Research collected since the cable was installed in October 2008 suggests the warnings have slowed drivers and made them more alert. That's the goal. "We are hoping to reduce accidents, but we also want to see if we can change driver behavior," says Mike McVaugh, a traffic and safety engineer with the Colorado Department of Transportation.

In other states and in Canada, wildlife crossings and fencing have been shown to reduce wildlife-vehicle collisions by at least 80 percent. Fences along highways that funnel animals to highway underpasses have proved highly effective. The price tag for such projects can be in the millions of dollars, however. That cost is justified if a road section had at least 5.1 deer-vehicle collisions per mile before the mitigation measures were put in place, says Huijser.

Elsewhere in Colorado, Defenders persuaded state officials to build two wildlife underpasses southwest of Denver using federal stimulus money. More are planned.

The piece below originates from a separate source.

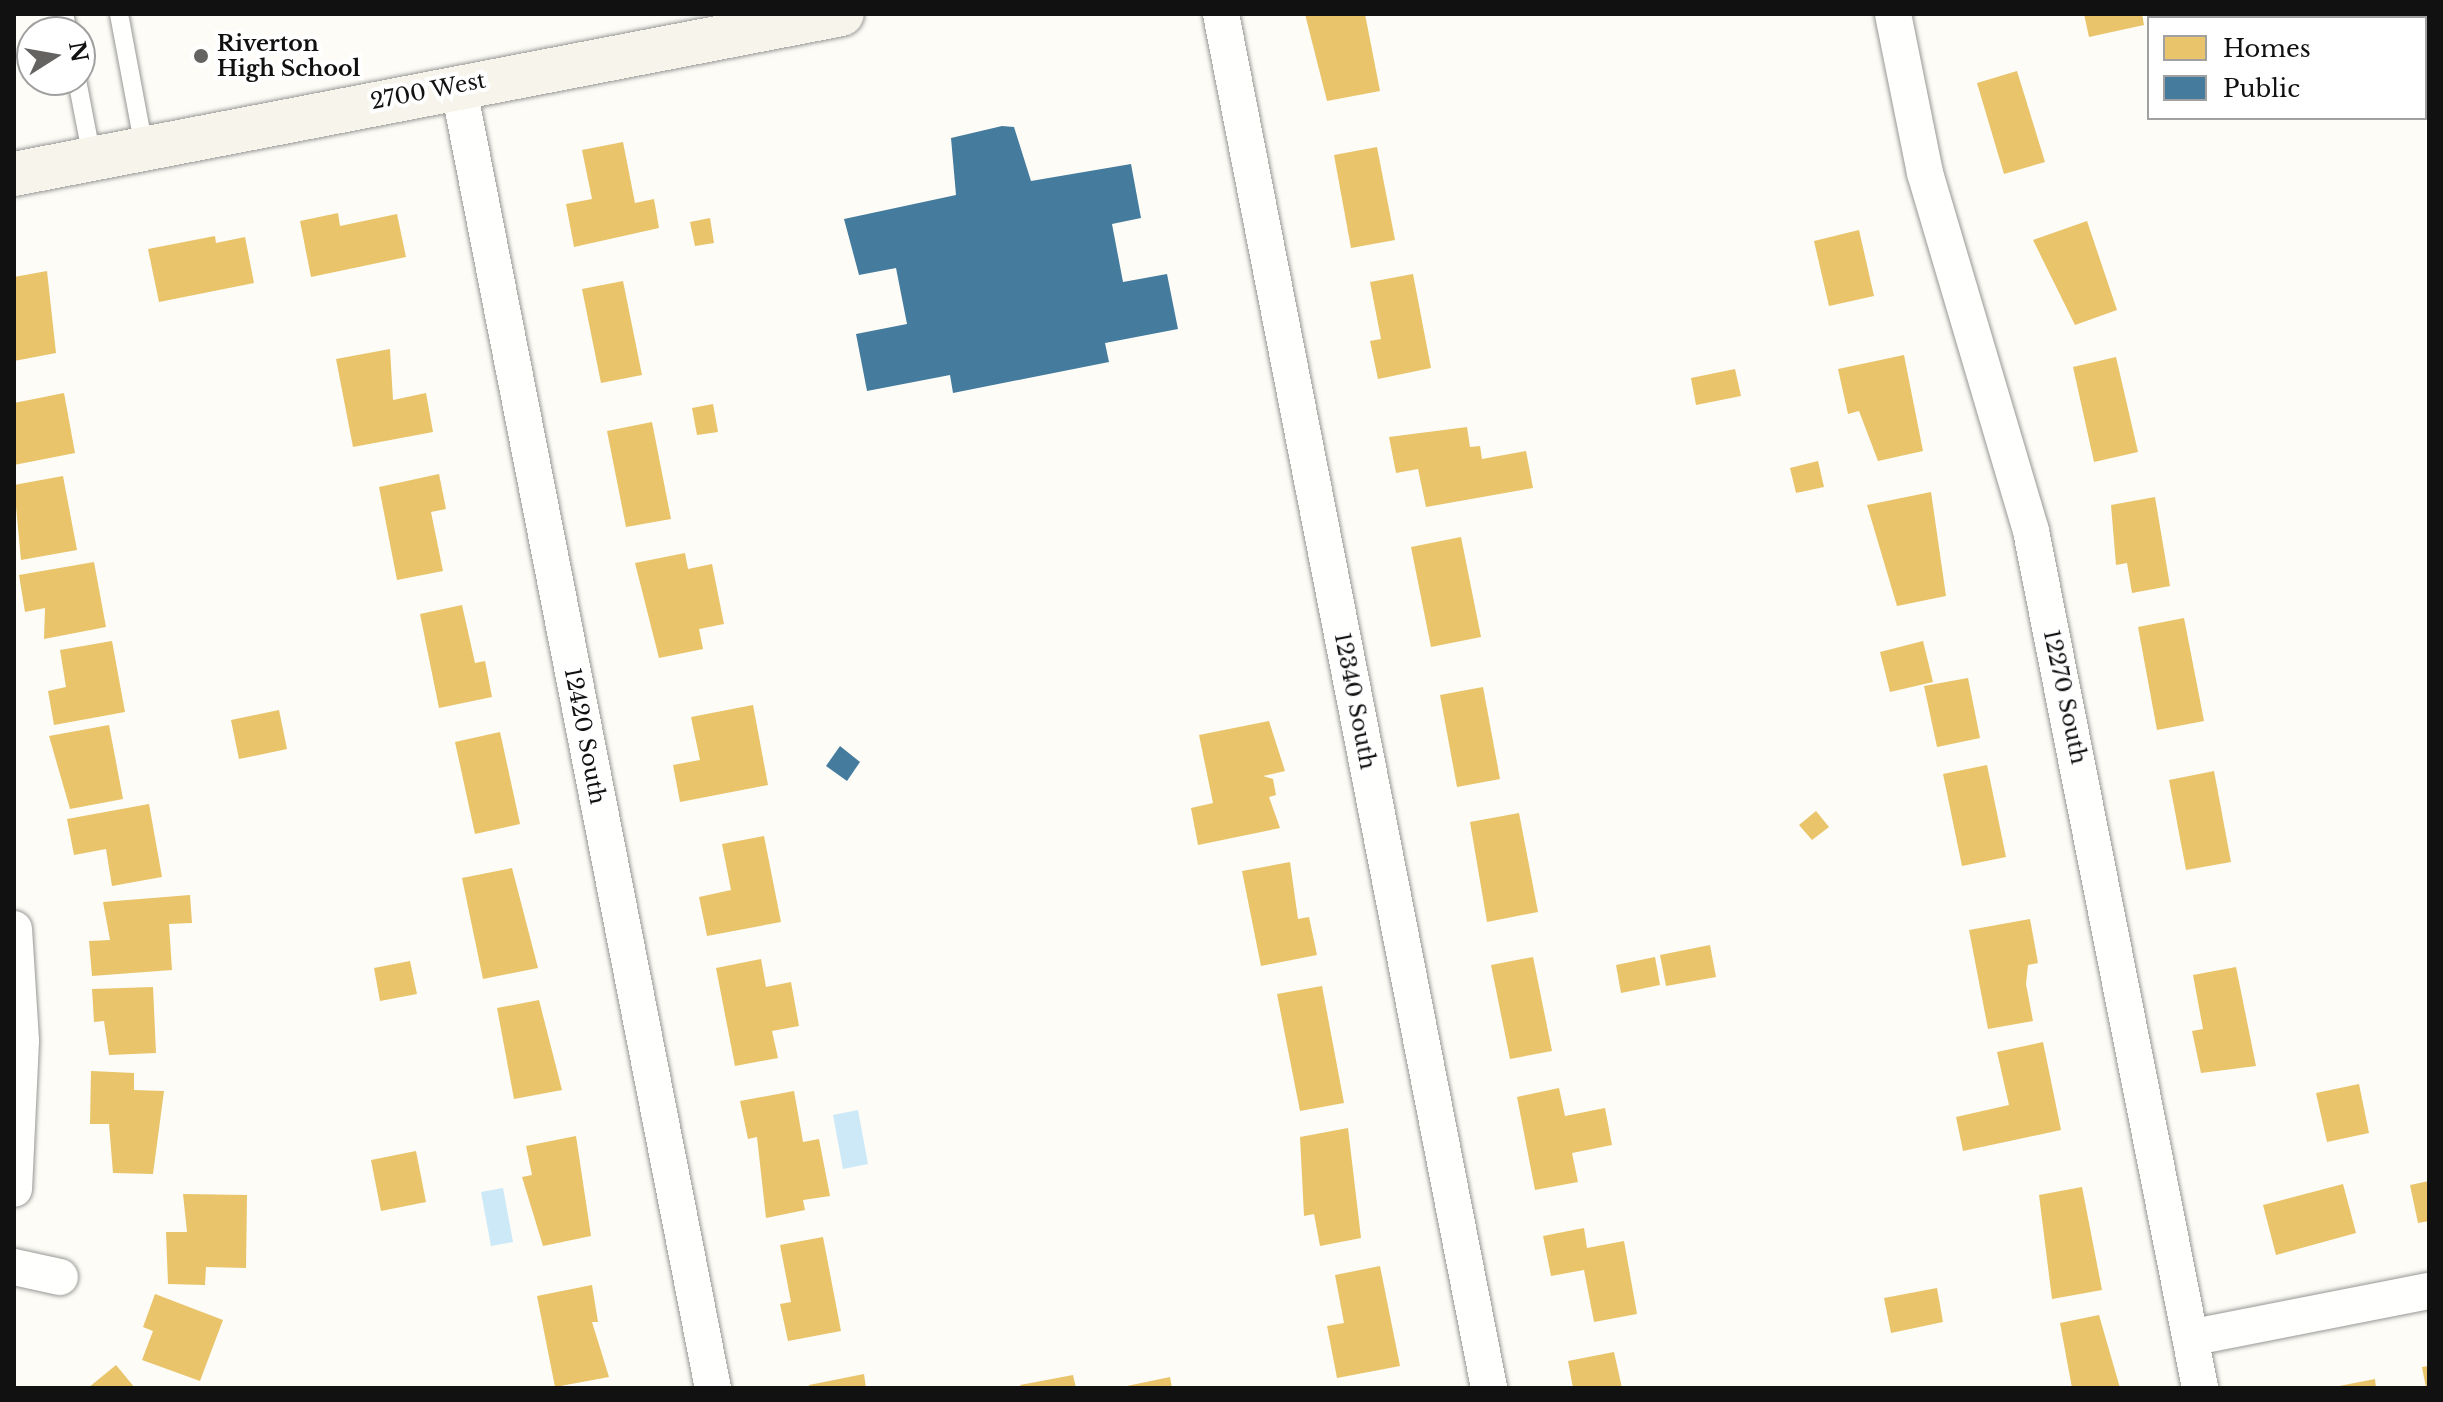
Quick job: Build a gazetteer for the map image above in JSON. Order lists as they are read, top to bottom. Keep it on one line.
{"streets":{"main road":["2700 West"],"street":["12270 South","12340 South","12420 South"]},"crossings":[["2700 West","12420 South"]],"places":["Riverton High School"],"legend":["Homes","Public"],"north":"right"}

These strategically placed underpasses and fencing will allow deer, elk, bears, mountain lions, imperiled Canada lynx and other animals to travel safely under the highway to find the food, mates and quality habitat they need to survive.

"By making smart investments in wildlife crossings now, we will save millions of dollars each year, boost our local economies by creating jobs and, most importantly, save lives," says White.

As the effects of climate change become more challenging, it will become even more important for species that are being driven to higher elevations to be able to travel safely through the landscape.

And if the new surveillance technology works on Colorado's Highway 160, there could be a new tool to help critters safely get to the other side of the road while keeping people on their merry way.